In organic chemistry, a carbodiimide is a functional group with the formula RN=C=NR. They are exclusively synthetic. A well known carbodiimide is dicyclohexylcarbodiimide, which is used in peptide synthesis. Dialkylcarbodiimides are stable. Diaryl derivatives tend to convert to dimers and polymers upon standing at room temperature.
Structure and bonding
- RN=C=NR ↔ RN+≡C-N−R ↔ RN−-C≡N+R
Relevant to the significance of the polar resonance structures, no carbodiimide has been separated into its optical isomers.
The N=C=N core is nearly linear and the C-N=C angle is approximately 120″. The C=N distances are short, near 1.20 Å, characteristic of double bonds. The molecule are chiral, possessing C2-symmetry.
From thioureas and ureas
- (R(H)N)2CS + HgO → (RN)2C + HgS + H2O
This reaction can often be conducted as stated, even though carbodiimides react with water. In some cases, a dehydrating agent is added to the reaction mixture.
The dehydration of N,N'-dialkylureas gives carbodiimides:
- (R(H)N)2CO → (RN)2C + H2O
- 2 RC=N=O → (RN)2C + CO2
Carbodiimides exhibit the reactivity characteristic of CO2, but is less electrophilic. Nucleophiles add to carbon. In this way, specialty guanidines can be prepared. As weak bases, carbodiimides bind to Lewis acids to give adducts.
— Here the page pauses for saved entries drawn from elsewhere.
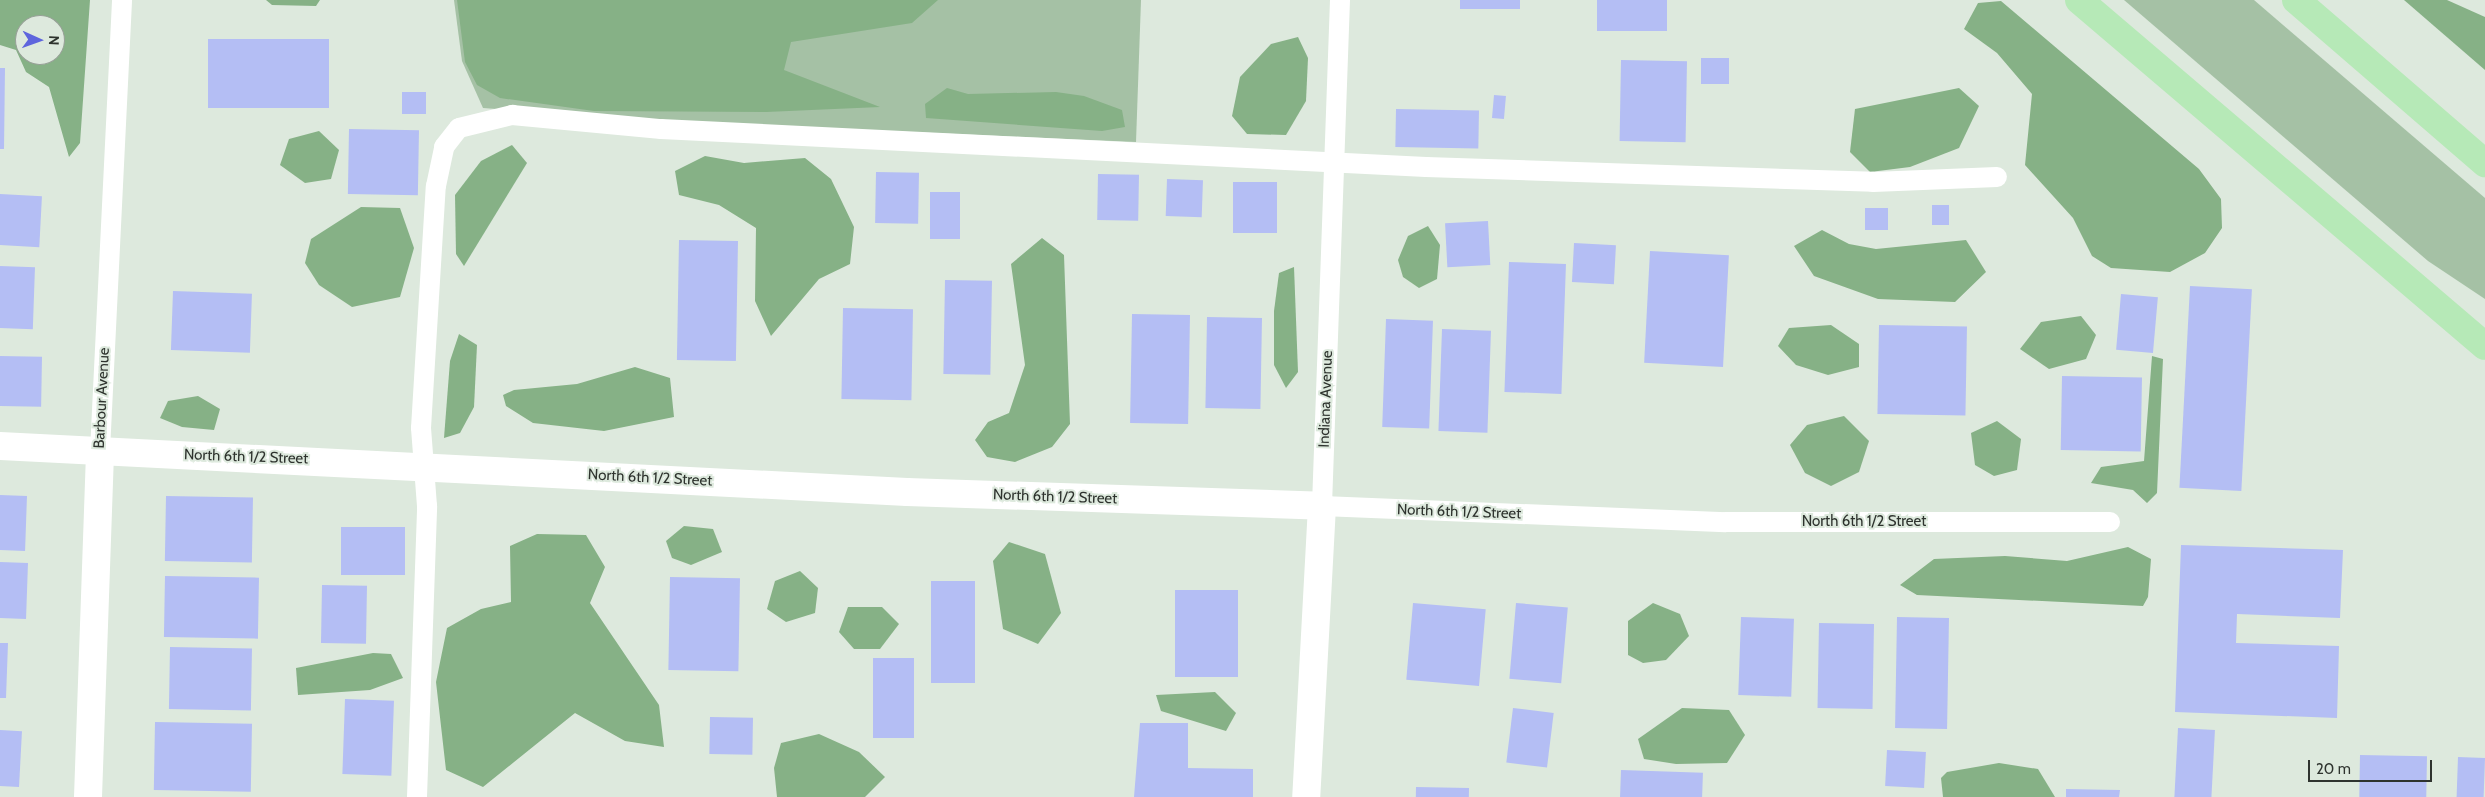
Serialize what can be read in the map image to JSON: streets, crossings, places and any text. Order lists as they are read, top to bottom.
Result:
{
  "streets": {
    "street": ["Barbour Avenue", "Indiana Avenue", "North 6th 1/2 Street"]
  },
  "crossings": [
    ["Barbour Avenue", "North 6th 1/2 Street"],
    ["Indiana Avenue", "North 6th 1/2 Street"]
  ],
  "scale_bar": "20 m",
  "north": "right"
}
- (CH3)2SO + (CyN)2C + R2CHOH → (CH3)2S + (CyNH)2CO + R2C=O
In synthetic, compounds containing the carbodiimide functionality are used as dehydration agents. Specifically they are often used to convert carboxylic acids to amides or esters. Additives, such as N-hydroxybenzotriazole or N-hydroxysuccinimide, are often added to increase yields and decrease side reactions.
Polycarbodiimides can also be used as crosslinkers for aqueous resins, such a polyurethane dispersions or acrylic dispersion. Here the polycarbodiimide reacts with carboxylic acids, which functional groups are often present in such aqueous resins, to form N-acyl urea. The result is that there have formed covalent bonds between the polymer chains, which have thus become crosslinked. 
Amide formation mechanism
The formation of an amide using a carbodiimide is straightforward, but with several side reactions complicating the subject. The acid 1 will react with the carbodiimide to produce the key intermediate: the O-acylisourea 2, which can be viewed as a carboxylic ester with an activated leaving group. The O-acylisourea will react with amines to give the desired amide 3 and urea 4.
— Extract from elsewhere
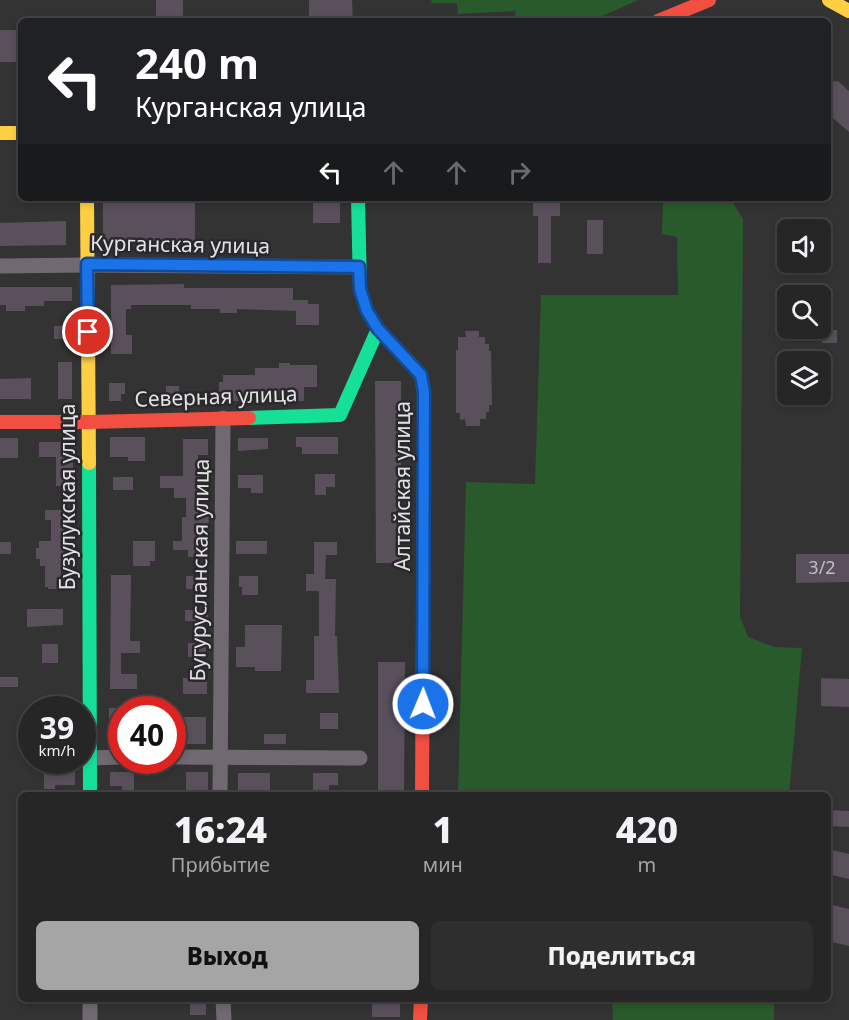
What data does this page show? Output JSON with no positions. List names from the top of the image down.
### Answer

The side reaction of the O-acylisourea 2 produce both desired and undesired products. The O-acylisourea 2 can react with an additional carboxylic acid 1 to give an acid anhydride 5, which can react further to give the desired amide 3. The main undesired reaction pathway involves the rearrangement of the O-acylisourea 2 to the stable N-acylurea 6. The use of solvents with low-dielectric constants such as dichloromethane or chloroform can minimize this side reaction.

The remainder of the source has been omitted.